ON SAIT L'AUTRE – Édith Azam – P.O.L
Des les premières pages, on sent comme une menace, l'autre peut aussi en être une. Pour cela le narrateur a fermé la porte à clé et veut les faire disparaître pour se protéger de cette venue inquiétante. L'autre pourtant ne vient pas mais son absence n'est pas pour autant rassurante, pire, elle est angoissante parce que violente(« C'est plus tard qu'il viendrait : avec sa hache, son coup de métal froid »). Pour le narrateur, cela devient même une obsession puisque cette éventuelle intrusion dans la maison le détermine à détruire tous ses carnets sauf un. C'est que cette crainte, même si elle n'existe que dans son imagination devient une hantise. Cet autre n'a pas de visage, c'est une sorte de potentialité, mais pour le narrateur cette virtualité est suffisante, il faut donc éviter tout contact avec les autres et même ne plus leur parler . Dès lors le silence est le seul possible, jusque dans la mort. Le narrateur semble donner une clé pour échapper à cette sorte de fatalité, c'est la poésie qui use de la langue mais sans volonté de domination sur autrui. Fort de cette remarque, il va entasser tous les livres de poèmes qu'il possède dans une valise qu'il va descendre à la cave. Là, il va se passer une métamorphose, comme un miracle et ces livres font se mettre à saigner pour prouver qu'ils sont vivants. Il va donc falloir les rassurer. Pour cela il va se coudre sur le corps les pages de ces livres.
Et l'autre là-dedans ? Il se trouve qu'il est toujours présent dans la pensée du narrateur mais aussi qu'il a pris forme. Au début, le texte faisait mention de trois chevaux bien vivants (les chevalos). Progressivement, ils vont quitter leur apparence animale pour agir comme des hommes, ils jurent, ricanent, jouent à la roulette russe, fument des cigares et finalement incarnent « l'autre » quand la mort est proche. Je n'ai pas compris cette hantise qui revient sous forme d'images répétées (Les guêpes, les chevaux, les valises, des deux cœurs, le sang)
J'avoue que ce texte, lu en ce qui me concerne avec difficulté tant le style est haché, me pose question. Cela est-il le symbole de la difficulté de vivre tout simplement. Est-ce le rejet de toute référence sociale, comme par exemple « la réussite » avec son cortège de manifestations tangibles et reconnues ? La peur constante des autres révèle les blessures de la vie même si « ce vieux corps usé » se réfugie dans la poésie et peut-être dans la mort ?

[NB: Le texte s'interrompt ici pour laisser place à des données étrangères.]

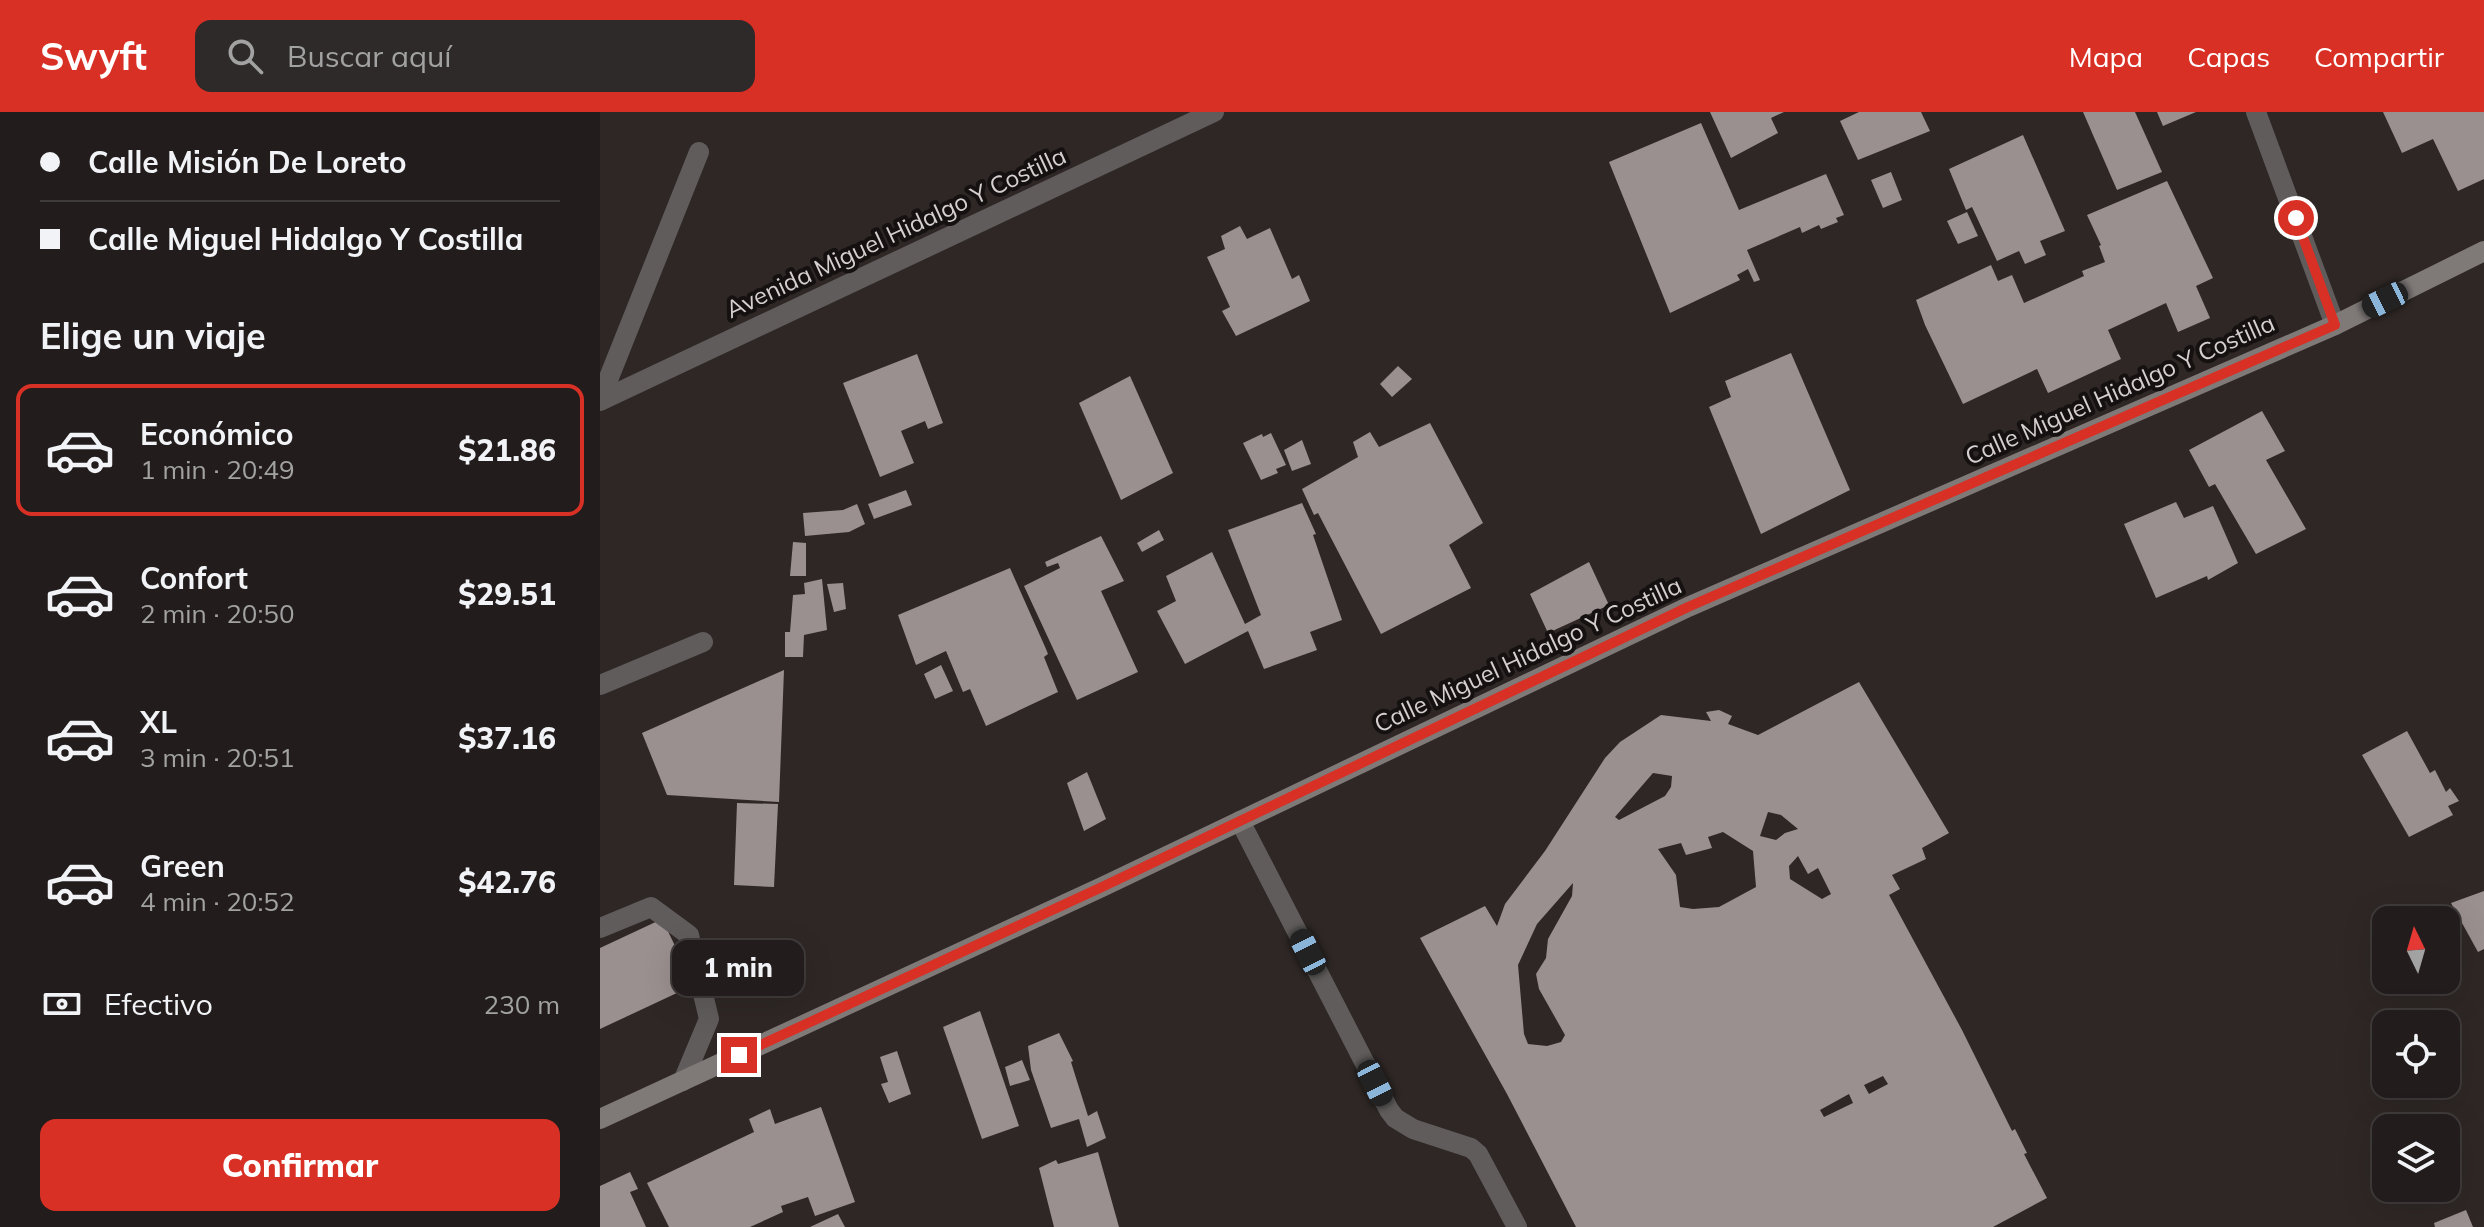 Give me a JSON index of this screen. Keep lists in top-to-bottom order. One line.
{"streets":{"street":["Avenida Miguel Hidalgo Y Costilla","Calle Miguel Hidalgo Y Costilla"]},"north":"top","page":{"header":"Swyft","search":"Buscar aquí","nav":["Mapa","Capas","Compartir"],"banner":["Calle Misión De Loreto","Calle Miguel Hidalgo Y Costilla"],"heading":"Elige un viaje","list":[{"name":"Económico","note":"1 min · 20:49","value":"$21.86"},{"name":"Confort","note":"2 min · 20:50","value":"$29.51"},{"name":"XL","note":"3 min · 20:51","value":"$37.16"},{"name":"Green","note":"4 min · 20:52","value":"$42.76"}],"bubble":"1 min","pay":["Efectivo","230 m"],"buttons":"Confirmar"}} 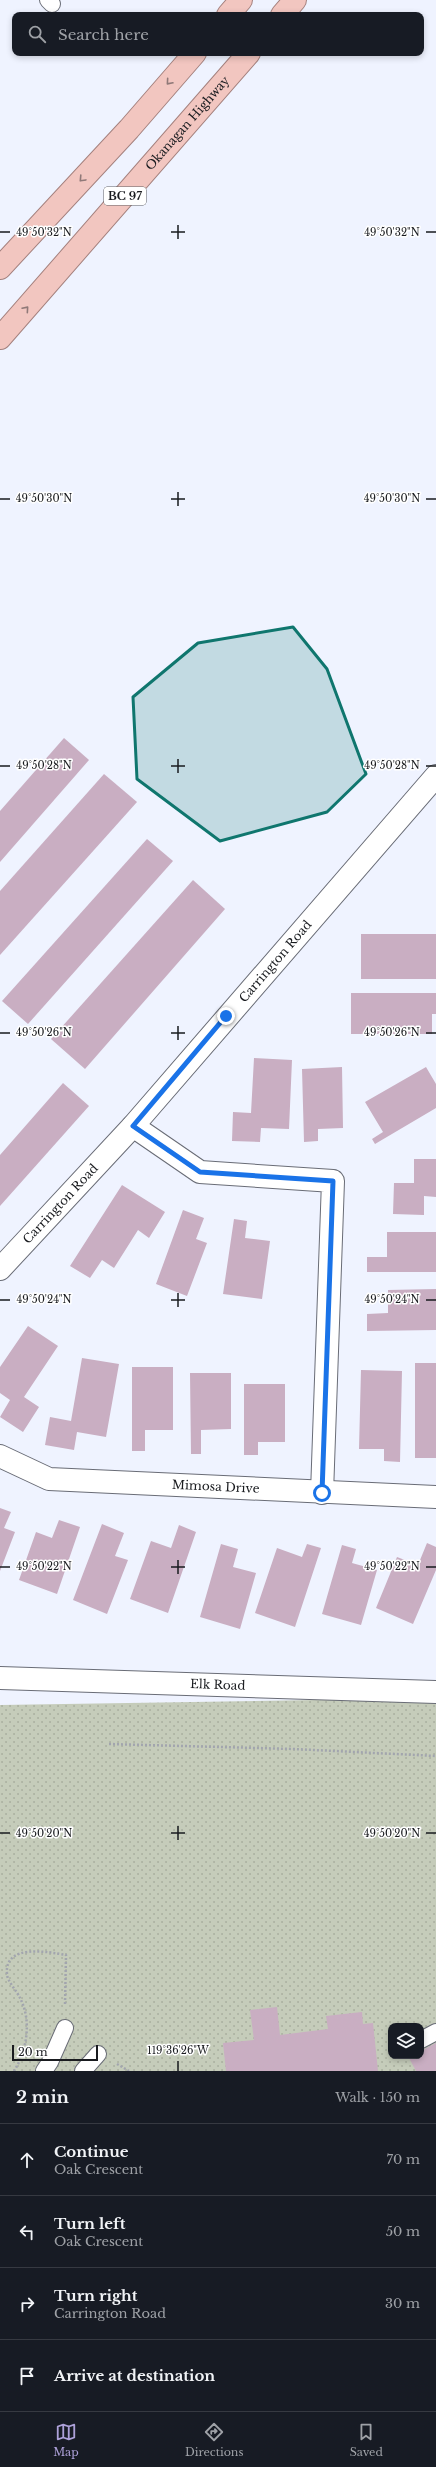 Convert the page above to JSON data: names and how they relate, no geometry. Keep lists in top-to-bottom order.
{
  "streets": {
    "highway": ["Okanagan Highway", "BC 97"],
    "street": ["Carrington Road", "Mimosa Drive", "Elk Road"]
  },
  "scale_bar": "20 m",
  "page": {
    "search": "Search here",
    "scale": "20 m",
    "heading": ["2 min", "Walk · 150 m"],
    "list": [
      ["Continue", "Oak Crescent", "70 m"],
      ["Turn left", "Oak Crescent", "50 m"],
      ["Turn right", "Carrington Road", "30 m"],
      "Arrive at destination"
    ],
    "nav": ["Map", "Directions", "Saved"]
  },
  "coordinates": [
    "49°50'32\"N",
    "49°50'30\"N",
    "49°50'28\"N",
    "49°50'26\"N",
    "49°50'24\"N",
    "49°50'22\"N",
    "49°50'20\"N",
    "119°36'26\"W"
  ]
} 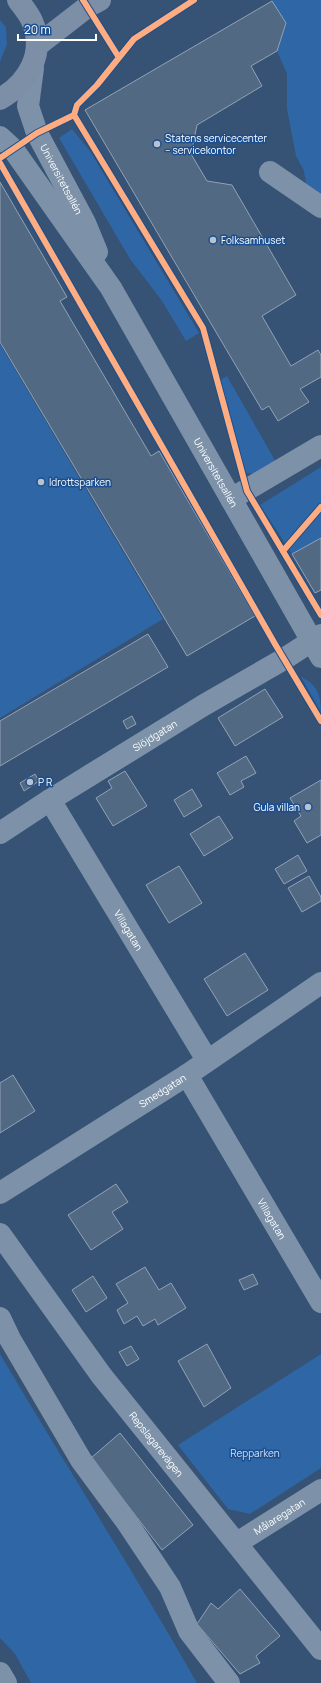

Sur le principe, je ne suis pas opposé à cette manière de voir l'autre. Nous savons tous que nous devons nous en méfier, même s'il nous est proche. Dans ce cas de figure la trahison, le mensonge, l'hypocrisie font partie d'un jeu qui peut, à cause de l'autre, se retourner contre nous. Ce n'est pas pour paraphraser Sartre, mais bien souvent « l'enfer c'est les autres » même si nous vivons une époque où il convient de faire jouer la solidarité, l'entraide. Cependant, sur la forme, je n'ai que très peu goûté ce texte que j'ai lu comme une longue litanie mono-thématique, écrite, à mon goût d'une manière trop abrupte. J'ai voulu y voir une sorte de fatrasie, un délire verbal mais franchement je n'ai pas pu, malgré toute ma bonne volonté, entrer dans cet univers créatif. Une nouvelle fois je suis peut-être passé à côté de quelque chose mais ce moment de lecture n'a pas été pour moi ce qu'il doit être : un plaisir.